START Entries supplied

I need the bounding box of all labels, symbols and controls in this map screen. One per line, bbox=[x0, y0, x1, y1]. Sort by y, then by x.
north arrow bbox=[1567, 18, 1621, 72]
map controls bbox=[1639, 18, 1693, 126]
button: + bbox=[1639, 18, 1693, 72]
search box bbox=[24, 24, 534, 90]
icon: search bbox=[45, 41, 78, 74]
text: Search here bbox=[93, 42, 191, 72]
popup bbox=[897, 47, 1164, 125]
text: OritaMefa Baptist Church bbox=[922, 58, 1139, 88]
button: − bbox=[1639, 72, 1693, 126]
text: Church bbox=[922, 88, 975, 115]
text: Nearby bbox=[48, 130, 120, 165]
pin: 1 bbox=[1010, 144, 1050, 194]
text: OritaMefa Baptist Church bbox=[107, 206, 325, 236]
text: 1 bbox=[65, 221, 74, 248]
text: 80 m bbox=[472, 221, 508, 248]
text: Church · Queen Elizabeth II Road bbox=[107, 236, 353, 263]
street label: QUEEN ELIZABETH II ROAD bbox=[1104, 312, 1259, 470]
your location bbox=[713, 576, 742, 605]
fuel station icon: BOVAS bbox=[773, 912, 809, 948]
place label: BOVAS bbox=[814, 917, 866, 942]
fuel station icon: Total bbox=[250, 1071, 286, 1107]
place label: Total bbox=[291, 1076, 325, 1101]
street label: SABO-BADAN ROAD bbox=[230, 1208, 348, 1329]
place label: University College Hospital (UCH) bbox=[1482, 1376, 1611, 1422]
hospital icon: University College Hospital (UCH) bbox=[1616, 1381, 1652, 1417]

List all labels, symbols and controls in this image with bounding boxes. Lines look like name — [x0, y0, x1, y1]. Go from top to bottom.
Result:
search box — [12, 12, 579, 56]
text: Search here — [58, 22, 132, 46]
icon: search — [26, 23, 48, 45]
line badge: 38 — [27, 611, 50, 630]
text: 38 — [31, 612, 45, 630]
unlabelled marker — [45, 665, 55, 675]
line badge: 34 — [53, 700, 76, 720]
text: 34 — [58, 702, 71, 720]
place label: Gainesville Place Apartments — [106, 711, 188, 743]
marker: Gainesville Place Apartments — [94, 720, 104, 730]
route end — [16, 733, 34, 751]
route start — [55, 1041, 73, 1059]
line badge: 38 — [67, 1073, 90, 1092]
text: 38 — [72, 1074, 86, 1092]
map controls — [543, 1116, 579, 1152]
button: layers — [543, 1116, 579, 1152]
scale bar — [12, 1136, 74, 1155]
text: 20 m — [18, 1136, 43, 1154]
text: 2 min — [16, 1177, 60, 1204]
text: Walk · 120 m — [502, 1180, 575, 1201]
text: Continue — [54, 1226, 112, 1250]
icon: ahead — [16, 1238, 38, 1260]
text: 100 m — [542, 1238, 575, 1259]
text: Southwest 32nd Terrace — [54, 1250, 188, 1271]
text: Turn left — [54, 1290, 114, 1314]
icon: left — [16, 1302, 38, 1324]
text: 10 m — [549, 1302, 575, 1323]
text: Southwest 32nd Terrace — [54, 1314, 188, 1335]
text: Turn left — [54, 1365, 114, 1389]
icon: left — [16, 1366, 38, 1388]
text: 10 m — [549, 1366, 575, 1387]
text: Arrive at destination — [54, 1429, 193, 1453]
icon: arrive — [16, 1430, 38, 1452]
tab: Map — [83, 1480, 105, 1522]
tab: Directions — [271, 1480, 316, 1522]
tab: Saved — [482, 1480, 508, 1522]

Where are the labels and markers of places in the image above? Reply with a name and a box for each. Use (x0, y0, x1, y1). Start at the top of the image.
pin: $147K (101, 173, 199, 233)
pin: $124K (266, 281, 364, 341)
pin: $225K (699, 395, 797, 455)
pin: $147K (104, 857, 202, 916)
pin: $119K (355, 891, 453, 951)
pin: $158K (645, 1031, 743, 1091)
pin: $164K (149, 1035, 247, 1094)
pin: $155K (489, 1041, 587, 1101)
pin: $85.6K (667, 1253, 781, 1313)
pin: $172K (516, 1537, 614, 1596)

END Entries supplied

## Exercise requirements
Working through the records above, copy each line in which "route" is found.

## Solved problem
route end — [16, 733, 34, 751]
route start — [55, 1041, 73, 1059]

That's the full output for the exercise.